_TASK TO CARRY OUT_
Copy out all the lines of the data that hold the word "controls".

··· ENTRIES SUPPLIED

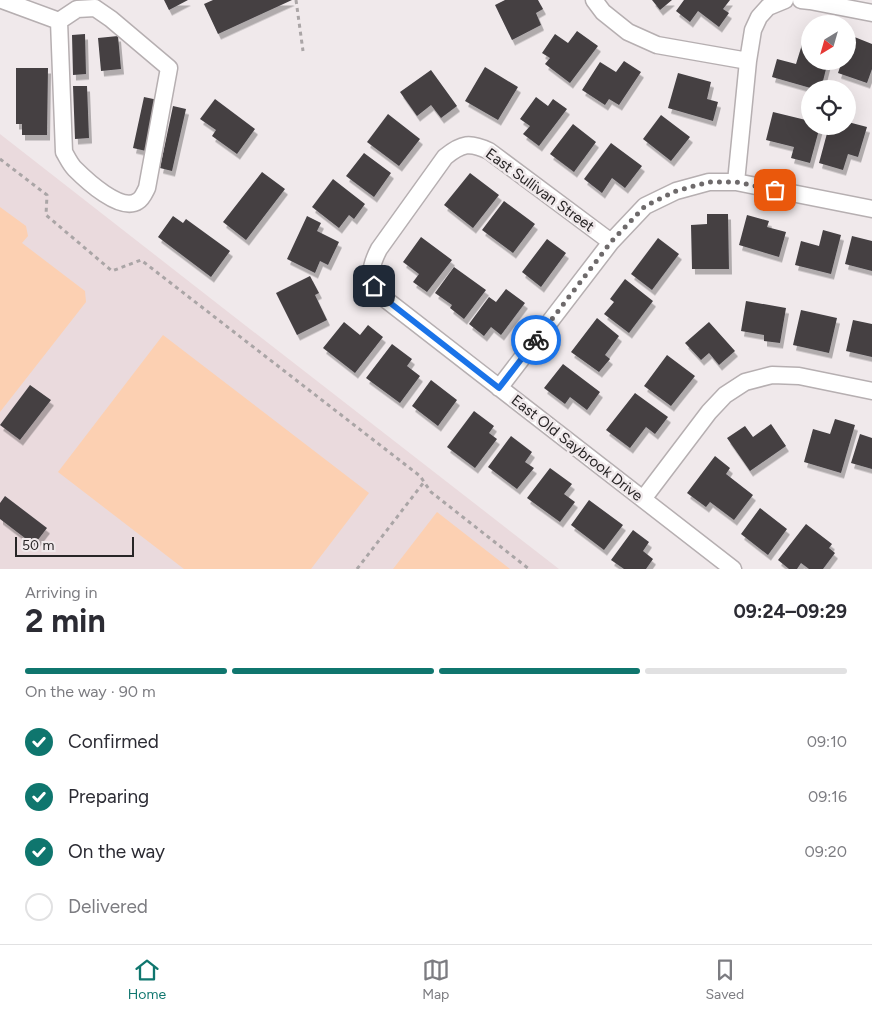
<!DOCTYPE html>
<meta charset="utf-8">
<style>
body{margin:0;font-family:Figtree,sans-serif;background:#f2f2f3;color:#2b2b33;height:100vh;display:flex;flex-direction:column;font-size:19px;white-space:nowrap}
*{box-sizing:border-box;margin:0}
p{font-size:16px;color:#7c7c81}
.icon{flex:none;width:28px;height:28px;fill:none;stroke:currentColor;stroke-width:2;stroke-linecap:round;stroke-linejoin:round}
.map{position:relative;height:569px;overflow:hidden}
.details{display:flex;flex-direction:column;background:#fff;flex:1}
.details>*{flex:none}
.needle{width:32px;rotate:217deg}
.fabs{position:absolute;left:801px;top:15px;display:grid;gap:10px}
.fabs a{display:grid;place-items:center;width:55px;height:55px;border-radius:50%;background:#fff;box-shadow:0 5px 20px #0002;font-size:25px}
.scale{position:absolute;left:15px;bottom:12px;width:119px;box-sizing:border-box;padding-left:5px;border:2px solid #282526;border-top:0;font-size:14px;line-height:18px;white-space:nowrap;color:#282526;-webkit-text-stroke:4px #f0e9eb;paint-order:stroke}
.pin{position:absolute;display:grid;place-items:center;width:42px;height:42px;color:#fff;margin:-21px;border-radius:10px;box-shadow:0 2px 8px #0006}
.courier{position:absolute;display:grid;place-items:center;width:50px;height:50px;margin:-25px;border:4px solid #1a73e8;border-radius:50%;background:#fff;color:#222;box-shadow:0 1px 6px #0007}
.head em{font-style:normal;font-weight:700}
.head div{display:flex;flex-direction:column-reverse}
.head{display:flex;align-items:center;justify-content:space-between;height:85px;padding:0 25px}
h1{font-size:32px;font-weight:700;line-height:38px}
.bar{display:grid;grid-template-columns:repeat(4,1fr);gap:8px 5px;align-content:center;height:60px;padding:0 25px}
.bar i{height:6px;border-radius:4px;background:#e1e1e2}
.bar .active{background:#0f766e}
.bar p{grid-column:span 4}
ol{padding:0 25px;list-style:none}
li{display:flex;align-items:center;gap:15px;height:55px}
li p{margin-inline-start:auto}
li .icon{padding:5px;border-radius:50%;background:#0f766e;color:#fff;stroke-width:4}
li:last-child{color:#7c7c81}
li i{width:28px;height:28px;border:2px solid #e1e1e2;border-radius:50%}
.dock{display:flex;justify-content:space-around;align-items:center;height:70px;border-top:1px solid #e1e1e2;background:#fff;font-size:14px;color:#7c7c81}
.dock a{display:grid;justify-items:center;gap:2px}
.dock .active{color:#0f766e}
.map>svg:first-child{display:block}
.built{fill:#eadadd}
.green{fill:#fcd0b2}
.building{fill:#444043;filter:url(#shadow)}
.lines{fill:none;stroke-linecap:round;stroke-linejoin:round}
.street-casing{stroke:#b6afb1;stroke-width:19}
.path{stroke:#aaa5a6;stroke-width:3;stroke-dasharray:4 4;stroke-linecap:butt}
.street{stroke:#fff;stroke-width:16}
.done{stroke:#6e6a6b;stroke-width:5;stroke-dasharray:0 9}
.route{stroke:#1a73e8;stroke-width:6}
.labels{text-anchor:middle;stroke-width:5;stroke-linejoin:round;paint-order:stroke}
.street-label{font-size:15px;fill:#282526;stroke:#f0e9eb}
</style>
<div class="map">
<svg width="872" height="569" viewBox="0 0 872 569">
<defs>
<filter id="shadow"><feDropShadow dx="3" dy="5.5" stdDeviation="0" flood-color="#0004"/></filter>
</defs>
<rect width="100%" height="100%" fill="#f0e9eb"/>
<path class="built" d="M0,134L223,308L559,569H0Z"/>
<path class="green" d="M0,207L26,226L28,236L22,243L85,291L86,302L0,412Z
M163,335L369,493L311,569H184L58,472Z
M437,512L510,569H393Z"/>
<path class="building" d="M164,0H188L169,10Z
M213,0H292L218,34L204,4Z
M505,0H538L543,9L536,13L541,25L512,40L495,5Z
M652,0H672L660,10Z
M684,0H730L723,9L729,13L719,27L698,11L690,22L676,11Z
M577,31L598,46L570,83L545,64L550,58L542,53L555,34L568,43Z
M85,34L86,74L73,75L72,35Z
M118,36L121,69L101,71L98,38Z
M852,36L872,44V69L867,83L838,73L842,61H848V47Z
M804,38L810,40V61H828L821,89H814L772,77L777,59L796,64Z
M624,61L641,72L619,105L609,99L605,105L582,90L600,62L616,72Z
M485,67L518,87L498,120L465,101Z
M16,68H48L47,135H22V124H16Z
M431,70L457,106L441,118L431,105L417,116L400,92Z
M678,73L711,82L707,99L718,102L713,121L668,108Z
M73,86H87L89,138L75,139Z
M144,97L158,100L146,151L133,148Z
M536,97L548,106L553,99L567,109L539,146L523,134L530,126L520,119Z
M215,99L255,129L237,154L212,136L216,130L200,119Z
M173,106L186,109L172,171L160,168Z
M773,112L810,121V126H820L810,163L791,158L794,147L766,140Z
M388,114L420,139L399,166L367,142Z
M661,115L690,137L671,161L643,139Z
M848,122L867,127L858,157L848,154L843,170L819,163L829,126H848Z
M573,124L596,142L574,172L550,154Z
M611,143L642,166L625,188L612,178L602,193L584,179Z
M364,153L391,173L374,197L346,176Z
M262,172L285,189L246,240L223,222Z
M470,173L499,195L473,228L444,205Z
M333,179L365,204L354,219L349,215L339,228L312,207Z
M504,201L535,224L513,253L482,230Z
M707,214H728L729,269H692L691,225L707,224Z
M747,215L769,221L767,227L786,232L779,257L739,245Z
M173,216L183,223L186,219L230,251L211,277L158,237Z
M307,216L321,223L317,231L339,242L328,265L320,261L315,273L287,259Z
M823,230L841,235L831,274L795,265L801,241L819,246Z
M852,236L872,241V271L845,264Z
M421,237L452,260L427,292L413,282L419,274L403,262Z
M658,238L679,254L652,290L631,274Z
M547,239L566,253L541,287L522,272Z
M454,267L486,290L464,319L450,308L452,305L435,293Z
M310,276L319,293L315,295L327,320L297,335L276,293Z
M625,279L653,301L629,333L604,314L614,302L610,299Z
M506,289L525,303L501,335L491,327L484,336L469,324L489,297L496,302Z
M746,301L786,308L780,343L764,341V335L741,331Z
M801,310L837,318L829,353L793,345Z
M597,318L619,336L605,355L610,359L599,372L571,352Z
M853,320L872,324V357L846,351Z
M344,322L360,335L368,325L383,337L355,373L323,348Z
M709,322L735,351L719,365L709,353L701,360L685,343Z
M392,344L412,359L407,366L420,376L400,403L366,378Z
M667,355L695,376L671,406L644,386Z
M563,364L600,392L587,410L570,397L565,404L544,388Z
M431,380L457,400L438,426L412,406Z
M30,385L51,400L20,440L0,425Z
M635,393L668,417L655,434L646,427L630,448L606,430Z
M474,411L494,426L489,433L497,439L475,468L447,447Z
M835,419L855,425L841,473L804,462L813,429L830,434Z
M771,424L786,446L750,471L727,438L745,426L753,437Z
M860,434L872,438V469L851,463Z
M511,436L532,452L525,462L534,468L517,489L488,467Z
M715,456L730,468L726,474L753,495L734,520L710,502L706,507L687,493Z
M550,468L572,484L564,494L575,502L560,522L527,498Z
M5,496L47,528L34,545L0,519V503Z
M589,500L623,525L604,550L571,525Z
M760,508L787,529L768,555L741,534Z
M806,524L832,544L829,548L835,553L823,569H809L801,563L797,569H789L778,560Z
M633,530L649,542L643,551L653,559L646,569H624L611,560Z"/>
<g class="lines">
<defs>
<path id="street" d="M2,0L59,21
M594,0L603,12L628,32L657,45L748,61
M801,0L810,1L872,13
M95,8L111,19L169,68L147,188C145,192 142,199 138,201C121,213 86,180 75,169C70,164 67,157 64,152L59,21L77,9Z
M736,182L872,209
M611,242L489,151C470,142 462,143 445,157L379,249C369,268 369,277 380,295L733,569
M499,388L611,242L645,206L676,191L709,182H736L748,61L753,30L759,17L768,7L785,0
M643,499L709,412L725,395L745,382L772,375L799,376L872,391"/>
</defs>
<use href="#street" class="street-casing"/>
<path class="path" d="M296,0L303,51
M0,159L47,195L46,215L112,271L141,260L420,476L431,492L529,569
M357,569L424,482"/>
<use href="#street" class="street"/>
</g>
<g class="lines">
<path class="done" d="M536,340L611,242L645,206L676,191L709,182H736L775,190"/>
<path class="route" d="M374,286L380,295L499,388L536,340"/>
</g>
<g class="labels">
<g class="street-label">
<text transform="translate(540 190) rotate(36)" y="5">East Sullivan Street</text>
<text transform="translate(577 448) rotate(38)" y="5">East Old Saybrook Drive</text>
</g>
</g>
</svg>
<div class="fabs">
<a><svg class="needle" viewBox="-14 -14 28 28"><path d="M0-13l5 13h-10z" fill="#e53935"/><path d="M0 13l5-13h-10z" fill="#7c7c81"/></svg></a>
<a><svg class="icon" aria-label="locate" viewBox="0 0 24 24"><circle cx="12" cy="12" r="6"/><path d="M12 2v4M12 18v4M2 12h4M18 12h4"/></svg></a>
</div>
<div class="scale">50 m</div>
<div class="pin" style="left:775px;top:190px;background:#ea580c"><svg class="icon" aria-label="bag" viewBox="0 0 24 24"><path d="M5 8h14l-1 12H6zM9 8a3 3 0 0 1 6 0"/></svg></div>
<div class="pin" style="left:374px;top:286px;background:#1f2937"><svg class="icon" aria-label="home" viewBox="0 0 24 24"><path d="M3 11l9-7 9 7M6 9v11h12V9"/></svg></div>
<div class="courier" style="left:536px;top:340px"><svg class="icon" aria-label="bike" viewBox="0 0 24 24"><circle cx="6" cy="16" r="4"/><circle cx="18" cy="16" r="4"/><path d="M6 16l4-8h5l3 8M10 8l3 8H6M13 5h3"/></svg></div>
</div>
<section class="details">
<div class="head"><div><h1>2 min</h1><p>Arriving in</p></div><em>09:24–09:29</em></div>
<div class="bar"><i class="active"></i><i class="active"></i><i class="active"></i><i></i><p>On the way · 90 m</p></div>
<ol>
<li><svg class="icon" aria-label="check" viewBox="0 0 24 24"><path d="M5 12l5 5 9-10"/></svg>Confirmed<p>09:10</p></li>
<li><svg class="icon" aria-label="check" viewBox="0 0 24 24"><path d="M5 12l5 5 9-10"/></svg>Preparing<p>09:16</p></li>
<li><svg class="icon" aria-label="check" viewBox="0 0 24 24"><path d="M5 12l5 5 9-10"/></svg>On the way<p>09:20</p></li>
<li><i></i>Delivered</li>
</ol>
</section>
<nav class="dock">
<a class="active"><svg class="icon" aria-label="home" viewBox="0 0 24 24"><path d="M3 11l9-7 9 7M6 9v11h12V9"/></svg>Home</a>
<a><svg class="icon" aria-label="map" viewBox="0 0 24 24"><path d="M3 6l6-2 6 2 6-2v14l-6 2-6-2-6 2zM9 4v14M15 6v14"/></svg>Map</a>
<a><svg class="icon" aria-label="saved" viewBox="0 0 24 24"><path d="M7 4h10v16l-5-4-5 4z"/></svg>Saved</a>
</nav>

······
··· ENTRIES SUPPLIED

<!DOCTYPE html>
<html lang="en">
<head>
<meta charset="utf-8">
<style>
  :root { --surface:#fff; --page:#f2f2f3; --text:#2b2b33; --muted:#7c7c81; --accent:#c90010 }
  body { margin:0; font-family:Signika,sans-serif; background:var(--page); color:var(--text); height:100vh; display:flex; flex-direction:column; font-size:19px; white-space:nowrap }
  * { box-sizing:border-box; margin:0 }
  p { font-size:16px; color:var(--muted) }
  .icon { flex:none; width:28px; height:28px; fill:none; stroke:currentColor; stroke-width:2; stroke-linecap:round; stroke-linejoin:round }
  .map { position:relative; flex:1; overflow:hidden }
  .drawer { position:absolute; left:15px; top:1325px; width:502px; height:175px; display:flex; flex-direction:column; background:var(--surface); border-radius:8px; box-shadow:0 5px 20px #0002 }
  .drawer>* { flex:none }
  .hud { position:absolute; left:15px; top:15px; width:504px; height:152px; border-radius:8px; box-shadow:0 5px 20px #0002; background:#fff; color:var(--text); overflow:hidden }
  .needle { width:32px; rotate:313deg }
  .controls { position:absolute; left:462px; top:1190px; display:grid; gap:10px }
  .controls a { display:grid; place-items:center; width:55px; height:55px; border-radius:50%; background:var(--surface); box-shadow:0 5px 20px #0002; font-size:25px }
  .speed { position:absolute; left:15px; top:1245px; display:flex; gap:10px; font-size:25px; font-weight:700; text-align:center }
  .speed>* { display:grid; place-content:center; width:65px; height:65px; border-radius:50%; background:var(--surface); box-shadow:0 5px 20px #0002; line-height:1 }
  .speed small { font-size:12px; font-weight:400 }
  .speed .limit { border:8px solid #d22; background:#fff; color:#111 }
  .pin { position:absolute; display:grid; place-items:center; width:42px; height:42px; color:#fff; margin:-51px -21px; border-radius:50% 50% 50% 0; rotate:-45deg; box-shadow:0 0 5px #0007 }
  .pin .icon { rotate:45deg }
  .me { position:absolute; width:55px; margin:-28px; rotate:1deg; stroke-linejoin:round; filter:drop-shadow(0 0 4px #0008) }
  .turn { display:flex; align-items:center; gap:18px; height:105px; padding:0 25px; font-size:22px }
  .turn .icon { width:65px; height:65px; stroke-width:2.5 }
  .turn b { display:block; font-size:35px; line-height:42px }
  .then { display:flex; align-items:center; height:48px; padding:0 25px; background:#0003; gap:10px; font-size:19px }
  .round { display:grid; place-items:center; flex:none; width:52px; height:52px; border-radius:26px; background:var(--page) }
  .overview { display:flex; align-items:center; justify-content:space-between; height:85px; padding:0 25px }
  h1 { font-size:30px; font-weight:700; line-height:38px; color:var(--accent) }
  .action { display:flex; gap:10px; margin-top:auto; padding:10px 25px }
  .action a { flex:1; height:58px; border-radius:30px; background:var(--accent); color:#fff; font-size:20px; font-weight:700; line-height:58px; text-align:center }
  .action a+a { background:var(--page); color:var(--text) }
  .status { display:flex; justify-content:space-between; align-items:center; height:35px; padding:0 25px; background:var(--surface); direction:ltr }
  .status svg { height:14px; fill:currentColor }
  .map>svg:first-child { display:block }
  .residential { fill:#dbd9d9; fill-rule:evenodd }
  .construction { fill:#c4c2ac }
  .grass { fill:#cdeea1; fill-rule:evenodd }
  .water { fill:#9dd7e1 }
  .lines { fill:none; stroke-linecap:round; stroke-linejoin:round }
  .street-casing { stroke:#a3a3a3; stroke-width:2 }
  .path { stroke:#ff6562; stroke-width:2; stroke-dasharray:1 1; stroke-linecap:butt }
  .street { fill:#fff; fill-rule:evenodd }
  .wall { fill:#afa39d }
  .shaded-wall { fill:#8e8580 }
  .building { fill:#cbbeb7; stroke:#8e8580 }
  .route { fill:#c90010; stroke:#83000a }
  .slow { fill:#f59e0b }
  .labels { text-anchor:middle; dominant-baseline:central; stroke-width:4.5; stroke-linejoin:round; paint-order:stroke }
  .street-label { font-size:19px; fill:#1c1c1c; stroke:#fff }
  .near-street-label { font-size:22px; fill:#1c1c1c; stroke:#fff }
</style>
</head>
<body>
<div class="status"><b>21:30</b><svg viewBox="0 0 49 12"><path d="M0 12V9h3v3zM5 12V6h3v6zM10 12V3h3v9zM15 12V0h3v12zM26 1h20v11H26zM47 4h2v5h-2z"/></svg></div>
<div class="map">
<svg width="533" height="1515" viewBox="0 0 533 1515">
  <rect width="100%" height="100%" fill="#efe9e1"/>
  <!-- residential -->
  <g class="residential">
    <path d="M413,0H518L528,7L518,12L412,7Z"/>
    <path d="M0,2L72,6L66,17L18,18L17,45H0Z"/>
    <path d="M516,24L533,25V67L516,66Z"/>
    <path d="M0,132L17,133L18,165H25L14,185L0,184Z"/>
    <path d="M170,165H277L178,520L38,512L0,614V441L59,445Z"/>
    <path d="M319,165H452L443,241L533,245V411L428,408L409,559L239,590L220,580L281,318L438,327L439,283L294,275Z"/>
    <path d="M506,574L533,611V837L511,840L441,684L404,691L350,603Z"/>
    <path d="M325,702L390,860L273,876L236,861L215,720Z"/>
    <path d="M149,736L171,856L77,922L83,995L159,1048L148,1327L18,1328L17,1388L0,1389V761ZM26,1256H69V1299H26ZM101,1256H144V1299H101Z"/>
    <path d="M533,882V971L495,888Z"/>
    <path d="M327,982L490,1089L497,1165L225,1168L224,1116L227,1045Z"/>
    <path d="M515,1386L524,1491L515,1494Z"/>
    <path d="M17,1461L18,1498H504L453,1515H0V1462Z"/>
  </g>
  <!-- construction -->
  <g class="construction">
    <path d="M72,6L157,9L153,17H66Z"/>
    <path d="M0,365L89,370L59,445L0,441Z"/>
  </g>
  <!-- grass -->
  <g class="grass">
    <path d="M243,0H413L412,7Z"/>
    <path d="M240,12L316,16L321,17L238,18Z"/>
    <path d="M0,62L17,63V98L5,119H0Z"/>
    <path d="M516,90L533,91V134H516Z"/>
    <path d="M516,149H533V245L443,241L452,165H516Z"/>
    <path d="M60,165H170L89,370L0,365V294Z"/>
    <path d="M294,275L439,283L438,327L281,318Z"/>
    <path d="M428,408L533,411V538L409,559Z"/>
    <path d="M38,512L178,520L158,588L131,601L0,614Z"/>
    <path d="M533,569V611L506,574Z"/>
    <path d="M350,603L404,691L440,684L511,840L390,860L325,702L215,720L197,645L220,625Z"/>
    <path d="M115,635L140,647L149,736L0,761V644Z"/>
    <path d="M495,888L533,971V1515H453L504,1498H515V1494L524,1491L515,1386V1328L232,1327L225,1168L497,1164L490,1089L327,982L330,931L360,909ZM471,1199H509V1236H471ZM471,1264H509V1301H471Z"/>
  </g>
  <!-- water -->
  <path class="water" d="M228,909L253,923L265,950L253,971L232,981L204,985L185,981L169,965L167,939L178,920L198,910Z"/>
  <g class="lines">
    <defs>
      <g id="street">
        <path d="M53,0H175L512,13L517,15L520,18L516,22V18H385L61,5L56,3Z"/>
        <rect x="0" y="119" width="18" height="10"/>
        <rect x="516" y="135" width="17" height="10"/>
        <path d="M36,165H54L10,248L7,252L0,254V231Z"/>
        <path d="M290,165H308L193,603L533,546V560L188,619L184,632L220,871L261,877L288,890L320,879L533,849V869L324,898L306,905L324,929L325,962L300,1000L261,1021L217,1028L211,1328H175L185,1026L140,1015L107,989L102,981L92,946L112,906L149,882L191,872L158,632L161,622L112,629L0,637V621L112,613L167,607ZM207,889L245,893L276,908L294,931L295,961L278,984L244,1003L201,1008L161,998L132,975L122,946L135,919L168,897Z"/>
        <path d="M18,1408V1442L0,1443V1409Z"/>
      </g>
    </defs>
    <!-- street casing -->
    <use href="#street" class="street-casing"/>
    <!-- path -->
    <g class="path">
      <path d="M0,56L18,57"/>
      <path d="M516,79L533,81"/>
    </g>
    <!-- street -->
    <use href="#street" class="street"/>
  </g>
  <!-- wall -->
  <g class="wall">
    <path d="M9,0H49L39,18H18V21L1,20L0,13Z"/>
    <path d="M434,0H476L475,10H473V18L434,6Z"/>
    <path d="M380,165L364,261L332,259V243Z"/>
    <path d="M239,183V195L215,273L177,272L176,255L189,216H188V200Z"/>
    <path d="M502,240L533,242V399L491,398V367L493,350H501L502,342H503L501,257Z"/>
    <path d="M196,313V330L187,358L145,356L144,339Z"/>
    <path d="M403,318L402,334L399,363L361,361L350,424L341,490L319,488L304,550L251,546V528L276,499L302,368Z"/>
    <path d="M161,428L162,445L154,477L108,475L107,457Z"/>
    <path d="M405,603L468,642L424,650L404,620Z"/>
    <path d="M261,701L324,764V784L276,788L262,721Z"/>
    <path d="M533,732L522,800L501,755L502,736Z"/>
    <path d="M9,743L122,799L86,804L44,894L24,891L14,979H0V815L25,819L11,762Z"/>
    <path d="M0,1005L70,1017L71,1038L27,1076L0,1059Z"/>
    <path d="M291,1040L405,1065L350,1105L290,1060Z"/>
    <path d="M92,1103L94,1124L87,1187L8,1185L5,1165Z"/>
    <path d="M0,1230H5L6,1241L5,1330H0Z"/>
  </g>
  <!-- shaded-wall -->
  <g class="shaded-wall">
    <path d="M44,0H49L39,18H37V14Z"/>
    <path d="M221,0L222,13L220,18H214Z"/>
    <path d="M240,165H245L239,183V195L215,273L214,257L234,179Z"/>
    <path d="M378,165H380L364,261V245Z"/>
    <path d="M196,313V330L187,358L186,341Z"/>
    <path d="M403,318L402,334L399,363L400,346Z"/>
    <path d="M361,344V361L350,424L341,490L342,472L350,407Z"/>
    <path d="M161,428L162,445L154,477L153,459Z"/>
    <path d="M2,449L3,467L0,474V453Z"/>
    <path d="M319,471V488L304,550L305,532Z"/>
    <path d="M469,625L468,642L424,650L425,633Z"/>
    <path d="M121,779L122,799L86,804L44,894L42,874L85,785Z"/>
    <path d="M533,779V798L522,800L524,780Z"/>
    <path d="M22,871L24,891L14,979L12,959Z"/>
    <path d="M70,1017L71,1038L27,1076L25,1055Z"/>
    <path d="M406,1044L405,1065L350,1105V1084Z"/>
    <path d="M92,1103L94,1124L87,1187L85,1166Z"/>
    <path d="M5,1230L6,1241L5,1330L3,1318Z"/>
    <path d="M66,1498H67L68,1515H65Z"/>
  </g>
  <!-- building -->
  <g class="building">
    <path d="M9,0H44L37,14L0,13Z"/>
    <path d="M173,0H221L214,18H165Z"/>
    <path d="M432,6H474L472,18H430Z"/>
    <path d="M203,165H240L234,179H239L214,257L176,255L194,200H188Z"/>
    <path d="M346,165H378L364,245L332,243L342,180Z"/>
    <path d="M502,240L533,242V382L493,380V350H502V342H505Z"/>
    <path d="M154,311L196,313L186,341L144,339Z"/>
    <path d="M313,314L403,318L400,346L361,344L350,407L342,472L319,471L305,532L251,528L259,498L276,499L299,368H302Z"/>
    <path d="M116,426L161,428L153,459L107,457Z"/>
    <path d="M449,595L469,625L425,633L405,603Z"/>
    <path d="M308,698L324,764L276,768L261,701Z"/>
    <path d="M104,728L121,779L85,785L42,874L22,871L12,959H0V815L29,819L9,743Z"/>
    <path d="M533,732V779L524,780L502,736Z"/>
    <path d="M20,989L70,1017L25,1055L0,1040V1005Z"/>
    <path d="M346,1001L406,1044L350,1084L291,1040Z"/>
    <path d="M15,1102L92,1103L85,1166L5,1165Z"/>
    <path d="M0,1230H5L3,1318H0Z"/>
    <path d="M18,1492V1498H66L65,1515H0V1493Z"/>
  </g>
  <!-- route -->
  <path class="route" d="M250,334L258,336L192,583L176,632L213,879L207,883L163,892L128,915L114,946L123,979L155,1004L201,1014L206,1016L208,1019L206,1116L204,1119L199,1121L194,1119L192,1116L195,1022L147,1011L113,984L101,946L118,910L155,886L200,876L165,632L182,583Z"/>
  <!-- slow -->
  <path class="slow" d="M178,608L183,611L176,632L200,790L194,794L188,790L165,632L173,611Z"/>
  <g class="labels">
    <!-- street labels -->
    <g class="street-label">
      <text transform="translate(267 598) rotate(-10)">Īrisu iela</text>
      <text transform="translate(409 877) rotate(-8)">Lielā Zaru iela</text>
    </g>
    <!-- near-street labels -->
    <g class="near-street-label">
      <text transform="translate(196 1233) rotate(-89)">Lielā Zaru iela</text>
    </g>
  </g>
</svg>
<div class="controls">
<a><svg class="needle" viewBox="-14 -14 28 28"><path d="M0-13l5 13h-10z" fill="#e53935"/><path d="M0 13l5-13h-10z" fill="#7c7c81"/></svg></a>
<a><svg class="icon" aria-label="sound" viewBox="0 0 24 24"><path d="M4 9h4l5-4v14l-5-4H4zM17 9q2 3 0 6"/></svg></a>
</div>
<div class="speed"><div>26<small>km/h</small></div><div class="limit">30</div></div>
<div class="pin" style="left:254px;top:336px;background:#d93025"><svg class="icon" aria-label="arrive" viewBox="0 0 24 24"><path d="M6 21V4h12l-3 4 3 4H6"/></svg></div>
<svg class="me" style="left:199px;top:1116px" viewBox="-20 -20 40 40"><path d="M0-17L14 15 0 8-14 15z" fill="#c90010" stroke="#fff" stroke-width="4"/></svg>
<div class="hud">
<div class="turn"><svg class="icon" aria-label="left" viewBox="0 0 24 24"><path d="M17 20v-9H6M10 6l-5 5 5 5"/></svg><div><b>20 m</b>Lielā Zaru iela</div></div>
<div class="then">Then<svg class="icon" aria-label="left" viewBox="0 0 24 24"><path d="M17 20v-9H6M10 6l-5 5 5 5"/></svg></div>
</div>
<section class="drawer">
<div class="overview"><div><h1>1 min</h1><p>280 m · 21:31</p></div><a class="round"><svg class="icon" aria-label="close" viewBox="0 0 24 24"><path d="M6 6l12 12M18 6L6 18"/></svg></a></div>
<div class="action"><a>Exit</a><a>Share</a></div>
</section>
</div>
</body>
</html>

······

_YOUR RESPONSE_
  .controls { position:absolute; left:462px; top:1190px; display:grid; gap:10px }
  .controls a { display:grid; place-items:center; width:55px; height:55px; border-radius:50%; background:var(--surface); box-shadow:0 5px 20px #0002; font-size:25px }
<div class="controls">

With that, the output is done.